اَلْعِفَاءُ [el-ʹifâ΄] (كِسَاءٌ [kisâ΄] vezninde) Devekuşunda olan çok tüylere denir. Ve bedende uzun ve firâvân kıllara denir. Ve sehâb yüzünde esvâb pürüzü şeklinde mer΄î olan nesnelere denir.

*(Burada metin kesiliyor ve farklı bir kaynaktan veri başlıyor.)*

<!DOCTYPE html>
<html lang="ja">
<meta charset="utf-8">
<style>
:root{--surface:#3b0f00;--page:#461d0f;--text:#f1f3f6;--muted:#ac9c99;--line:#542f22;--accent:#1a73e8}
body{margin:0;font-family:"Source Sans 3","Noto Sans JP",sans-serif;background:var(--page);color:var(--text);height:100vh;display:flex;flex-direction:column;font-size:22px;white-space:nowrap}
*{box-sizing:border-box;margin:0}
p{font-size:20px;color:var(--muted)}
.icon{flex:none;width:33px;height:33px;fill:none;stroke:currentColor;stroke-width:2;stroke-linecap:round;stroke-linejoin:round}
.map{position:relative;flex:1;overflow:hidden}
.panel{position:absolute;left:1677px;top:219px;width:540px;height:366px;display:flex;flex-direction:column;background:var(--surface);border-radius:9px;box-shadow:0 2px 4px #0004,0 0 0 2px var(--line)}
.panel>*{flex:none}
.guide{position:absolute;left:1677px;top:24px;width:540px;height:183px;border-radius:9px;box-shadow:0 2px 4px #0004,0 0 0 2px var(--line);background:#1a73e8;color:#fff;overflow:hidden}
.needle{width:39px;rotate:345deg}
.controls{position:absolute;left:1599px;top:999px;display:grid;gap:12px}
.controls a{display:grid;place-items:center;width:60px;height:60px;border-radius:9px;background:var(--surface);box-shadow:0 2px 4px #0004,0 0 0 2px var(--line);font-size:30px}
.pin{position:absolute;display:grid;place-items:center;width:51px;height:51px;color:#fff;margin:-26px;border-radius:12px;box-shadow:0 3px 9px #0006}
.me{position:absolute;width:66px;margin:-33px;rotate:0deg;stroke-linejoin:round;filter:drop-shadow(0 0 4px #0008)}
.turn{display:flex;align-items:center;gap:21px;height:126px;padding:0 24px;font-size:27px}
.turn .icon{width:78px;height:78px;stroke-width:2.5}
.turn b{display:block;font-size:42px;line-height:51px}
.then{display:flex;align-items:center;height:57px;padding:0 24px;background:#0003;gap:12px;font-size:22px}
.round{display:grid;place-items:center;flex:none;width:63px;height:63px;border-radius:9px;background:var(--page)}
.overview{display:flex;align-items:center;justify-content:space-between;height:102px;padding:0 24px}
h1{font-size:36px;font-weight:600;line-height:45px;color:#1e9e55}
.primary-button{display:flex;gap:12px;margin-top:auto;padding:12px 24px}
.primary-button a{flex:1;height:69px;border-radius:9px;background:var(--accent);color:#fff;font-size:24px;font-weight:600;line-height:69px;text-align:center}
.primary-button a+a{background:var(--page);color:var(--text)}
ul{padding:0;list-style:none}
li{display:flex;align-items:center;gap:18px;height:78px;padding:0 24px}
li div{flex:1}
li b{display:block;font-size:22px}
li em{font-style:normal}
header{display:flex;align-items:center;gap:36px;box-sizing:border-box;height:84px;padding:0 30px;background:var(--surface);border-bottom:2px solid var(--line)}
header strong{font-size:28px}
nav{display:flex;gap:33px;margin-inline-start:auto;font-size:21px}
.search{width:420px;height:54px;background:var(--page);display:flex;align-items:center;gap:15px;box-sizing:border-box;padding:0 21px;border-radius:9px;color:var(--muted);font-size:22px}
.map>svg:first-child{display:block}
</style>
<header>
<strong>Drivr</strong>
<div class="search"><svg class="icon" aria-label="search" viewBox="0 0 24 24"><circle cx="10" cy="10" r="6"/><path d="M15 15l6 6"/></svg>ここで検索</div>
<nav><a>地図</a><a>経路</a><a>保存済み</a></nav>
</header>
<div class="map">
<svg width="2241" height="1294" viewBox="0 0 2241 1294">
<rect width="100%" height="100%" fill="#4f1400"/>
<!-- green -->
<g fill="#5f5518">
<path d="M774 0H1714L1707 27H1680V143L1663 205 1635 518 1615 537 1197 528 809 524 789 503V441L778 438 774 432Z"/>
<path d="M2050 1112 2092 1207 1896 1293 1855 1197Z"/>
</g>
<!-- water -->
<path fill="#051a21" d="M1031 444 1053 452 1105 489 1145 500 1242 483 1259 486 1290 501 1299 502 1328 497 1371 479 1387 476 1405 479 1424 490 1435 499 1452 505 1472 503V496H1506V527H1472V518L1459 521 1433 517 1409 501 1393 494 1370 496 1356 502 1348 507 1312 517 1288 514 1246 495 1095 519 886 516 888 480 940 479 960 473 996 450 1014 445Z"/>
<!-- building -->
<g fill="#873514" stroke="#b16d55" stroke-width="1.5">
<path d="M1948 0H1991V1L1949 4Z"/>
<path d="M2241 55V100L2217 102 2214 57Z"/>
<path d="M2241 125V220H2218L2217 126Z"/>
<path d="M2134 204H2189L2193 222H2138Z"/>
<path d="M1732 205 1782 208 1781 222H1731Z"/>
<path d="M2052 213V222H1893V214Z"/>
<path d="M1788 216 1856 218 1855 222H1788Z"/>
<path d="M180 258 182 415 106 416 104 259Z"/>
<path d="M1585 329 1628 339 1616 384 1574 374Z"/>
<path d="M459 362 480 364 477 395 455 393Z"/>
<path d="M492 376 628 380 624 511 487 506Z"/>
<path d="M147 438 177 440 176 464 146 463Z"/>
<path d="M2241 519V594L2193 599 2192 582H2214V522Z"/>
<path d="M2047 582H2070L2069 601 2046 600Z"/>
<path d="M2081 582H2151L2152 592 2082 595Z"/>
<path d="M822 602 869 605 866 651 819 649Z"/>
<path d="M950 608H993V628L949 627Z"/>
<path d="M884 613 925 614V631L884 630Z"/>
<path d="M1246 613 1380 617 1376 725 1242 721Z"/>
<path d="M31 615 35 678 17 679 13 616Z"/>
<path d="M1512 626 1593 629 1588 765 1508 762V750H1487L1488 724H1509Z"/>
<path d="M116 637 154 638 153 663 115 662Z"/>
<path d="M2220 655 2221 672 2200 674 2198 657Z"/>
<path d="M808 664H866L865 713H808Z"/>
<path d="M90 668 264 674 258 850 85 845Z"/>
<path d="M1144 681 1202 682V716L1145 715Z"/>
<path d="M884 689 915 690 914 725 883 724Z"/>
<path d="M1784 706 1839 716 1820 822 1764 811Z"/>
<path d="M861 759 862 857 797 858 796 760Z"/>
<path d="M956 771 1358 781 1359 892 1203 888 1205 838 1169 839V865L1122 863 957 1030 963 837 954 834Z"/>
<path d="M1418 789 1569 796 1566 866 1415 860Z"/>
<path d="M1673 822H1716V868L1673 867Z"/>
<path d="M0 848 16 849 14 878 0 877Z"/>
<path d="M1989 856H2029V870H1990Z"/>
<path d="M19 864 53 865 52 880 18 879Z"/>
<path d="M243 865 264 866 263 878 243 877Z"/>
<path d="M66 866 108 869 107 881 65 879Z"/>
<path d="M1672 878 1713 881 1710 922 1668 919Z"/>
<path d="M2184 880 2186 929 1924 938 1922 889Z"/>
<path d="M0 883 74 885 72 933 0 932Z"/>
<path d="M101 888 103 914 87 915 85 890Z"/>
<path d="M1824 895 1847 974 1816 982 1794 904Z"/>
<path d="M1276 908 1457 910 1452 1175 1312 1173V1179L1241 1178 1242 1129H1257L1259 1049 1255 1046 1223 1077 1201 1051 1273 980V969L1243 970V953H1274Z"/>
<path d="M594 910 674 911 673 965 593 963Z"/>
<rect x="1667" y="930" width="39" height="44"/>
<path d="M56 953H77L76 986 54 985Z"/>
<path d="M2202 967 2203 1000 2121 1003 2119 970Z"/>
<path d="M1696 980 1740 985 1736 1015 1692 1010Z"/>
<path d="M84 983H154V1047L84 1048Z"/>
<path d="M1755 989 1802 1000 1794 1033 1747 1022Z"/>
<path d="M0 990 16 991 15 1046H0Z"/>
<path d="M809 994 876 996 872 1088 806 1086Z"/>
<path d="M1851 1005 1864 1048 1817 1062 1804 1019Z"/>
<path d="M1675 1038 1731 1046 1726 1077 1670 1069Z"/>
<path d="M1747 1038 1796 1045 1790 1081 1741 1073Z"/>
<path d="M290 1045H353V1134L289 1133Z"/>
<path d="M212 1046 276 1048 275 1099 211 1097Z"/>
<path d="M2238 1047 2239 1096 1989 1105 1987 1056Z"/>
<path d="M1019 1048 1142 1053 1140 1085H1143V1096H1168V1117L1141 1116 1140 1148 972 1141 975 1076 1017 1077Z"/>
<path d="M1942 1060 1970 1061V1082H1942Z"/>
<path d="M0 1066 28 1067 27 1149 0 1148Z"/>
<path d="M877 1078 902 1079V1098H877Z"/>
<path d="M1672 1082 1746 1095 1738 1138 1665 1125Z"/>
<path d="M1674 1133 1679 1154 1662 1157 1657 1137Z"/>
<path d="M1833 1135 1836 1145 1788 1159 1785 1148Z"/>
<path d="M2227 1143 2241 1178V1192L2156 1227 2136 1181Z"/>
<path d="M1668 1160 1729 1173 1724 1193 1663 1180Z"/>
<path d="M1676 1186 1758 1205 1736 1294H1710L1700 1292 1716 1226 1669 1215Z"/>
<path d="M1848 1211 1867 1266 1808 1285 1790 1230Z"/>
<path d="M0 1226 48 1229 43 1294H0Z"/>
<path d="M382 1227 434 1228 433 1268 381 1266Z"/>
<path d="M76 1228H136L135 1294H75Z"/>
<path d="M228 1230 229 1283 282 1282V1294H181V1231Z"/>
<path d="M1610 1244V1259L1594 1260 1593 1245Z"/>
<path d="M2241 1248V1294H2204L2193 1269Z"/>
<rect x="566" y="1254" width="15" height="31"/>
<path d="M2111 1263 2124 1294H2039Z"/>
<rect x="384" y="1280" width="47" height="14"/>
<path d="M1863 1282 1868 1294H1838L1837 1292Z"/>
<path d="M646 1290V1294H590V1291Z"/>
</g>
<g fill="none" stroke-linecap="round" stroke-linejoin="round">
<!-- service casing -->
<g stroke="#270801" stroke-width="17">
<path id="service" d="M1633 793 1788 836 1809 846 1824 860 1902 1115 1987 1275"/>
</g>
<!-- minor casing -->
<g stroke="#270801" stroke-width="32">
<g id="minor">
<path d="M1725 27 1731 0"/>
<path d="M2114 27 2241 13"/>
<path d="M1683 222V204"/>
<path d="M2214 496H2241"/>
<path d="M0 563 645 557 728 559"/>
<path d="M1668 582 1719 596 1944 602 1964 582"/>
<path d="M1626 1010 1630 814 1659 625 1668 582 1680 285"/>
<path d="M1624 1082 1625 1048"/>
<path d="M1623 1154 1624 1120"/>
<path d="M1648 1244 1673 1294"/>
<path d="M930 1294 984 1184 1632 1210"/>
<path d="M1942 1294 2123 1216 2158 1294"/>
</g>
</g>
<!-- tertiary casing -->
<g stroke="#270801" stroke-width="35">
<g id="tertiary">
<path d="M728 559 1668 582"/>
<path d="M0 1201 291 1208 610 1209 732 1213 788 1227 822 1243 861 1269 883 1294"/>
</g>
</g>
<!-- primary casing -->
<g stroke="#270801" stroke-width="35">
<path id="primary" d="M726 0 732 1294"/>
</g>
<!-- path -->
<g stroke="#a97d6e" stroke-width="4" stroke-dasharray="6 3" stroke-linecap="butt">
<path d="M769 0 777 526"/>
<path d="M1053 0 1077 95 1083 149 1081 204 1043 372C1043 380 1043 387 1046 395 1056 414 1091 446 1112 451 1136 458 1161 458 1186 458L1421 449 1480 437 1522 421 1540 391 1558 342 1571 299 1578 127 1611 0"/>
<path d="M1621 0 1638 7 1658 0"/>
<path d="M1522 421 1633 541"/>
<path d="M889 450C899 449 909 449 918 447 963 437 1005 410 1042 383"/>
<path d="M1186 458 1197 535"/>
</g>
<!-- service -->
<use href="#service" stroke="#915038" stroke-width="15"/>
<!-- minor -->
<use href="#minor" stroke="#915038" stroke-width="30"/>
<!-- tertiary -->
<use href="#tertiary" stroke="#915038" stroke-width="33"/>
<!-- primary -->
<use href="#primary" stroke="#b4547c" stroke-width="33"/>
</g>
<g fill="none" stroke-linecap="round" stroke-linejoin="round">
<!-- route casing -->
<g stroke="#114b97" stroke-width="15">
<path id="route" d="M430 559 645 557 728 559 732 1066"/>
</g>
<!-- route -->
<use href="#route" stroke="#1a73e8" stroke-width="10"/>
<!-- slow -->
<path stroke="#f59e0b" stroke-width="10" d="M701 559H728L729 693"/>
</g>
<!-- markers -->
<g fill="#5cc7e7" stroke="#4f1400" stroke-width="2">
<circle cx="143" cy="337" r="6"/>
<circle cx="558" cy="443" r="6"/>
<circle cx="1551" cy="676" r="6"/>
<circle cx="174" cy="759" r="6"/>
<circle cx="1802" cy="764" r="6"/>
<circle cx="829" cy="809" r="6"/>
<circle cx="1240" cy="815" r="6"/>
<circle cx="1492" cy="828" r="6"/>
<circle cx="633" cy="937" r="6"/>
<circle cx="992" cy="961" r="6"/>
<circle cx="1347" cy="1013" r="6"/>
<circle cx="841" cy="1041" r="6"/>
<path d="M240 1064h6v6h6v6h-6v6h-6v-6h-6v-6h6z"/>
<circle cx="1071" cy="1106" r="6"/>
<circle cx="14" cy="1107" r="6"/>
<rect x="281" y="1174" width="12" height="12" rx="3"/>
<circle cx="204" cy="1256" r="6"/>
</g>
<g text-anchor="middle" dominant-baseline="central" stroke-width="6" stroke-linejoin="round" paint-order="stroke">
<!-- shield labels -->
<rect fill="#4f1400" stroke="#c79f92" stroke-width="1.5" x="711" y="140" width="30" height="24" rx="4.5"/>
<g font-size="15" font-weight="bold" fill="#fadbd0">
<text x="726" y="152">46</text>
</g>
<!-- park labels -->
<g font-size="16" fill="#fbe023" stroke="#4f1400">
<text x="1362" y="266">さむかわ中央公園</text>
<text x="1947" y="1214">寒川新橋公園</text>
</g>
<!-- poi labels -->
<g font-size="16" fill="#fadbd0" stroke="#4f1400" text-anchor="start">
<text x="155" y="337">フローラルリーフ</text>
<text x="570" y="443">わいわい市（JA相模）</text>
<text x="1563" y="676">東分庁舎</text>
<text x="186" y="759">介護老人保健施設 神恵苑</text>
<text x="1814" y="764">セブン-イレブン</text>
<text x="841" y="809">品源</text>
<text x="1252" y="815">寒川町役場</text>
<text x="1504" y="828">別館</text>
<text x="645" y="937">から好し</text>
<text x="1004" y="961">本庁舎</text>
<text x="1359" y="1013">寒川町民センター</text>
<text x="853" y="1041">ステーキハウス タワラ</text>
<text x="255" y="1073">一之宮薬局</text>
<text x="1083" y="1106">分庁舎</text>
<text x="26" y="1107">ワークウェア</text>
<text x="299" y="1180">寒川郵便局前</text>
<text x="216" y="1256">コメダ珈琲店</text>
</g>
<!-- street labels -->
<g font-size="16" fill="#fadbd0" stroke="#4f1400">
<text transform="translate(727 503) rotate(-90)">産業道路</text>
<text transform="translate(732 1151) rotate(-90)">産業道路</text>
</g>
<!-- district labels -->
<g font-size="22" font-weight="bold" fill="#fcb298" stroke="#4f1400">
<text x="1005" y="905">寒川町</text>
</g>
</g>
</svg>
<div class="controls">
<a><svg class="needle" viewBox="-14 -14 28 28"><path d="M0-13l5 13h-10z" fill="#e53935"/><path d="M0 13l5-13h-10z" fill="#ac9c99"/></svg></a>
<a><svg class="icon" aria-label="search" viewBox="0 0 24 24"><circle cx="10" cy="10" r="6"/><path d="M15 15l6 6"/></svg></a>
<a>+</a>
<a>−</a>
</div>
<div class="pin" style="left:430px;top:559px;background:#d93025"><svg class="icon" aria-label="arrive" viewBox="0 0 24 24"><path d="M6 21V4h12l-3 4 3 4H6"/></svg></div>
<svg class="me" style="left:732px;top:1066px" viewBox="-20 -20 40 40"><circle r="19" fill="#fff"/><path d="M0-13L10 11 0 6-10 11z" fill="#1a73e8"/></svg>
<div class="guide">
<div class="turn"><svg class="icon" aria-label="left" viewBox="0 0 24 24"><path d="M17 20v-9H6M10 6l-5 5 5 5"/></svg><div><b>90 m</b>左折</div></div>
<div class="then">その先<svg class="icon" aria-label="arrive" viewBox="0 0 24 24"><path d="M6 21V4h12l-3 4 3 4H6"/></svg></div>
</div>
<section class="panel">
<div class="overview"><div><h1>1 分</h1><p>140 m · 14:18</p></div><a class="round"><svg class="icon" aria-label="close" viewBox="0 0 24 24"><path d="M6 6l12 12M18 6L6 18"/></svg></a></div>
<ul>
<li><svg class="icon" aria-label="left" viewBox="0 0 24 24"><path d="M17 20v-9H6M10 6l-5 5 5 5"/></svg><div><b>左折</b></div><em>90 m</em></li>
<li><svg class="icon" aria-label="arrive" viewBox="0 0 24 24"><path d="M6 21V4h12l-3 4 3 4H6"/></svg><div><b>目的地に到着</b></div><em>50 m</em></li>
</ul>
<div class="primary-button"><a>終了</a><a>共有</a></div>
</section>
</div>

اَلْعَفَاءُ [el-ʹafâ΄] (سَمَاءٌ [semâ΄] vezninde) Mahv ve helâk olmak maʹnâsınadır; yukâlu: عَفَا أَثَرُهُ عَفَاءً إِذَا هَلَكَ
اَلْعِفَاءُ [el-ʹifâ΄] (ʹayn’ın kesri ve elifin meddiyle) Çok olan devekuşu yeleği.Ve çok olan deve tüyüne dahi derler; yukâlu: نَاقَةٌ ذَاتُ عِفَاءٍ
اَلْعَفَاءُ [el-ʹafâ΄] (ʹayn’ın fethi ve elifin meddiyle) Toprak, türâb maʹnâsına. Kâle Ṡafvân b. Muḩriz: “إِذَا دَخَلْتُ بَيْتِي فَأَكَلْتُ رَغِيفًا وَشَرِبْتُ عَلَيْهِ مَاءً فَعَلَيَّ الدُّنْيَا الْعَفَاءُ” Ve Ebû ʹUbeyd eyitti: عَفَاءٌ [ʹafâ΄] yıkılmağa ve helâk olmağa derler. Ve bu ʹArabların “عَلَيْهِمُ الدَّبَارُ” dedikleri gibidir bed-duʹâ mahallinde. Ve دَبَارٌ [debâr] geri dönmek ve rücûʹ etmek maʹnâsınadır.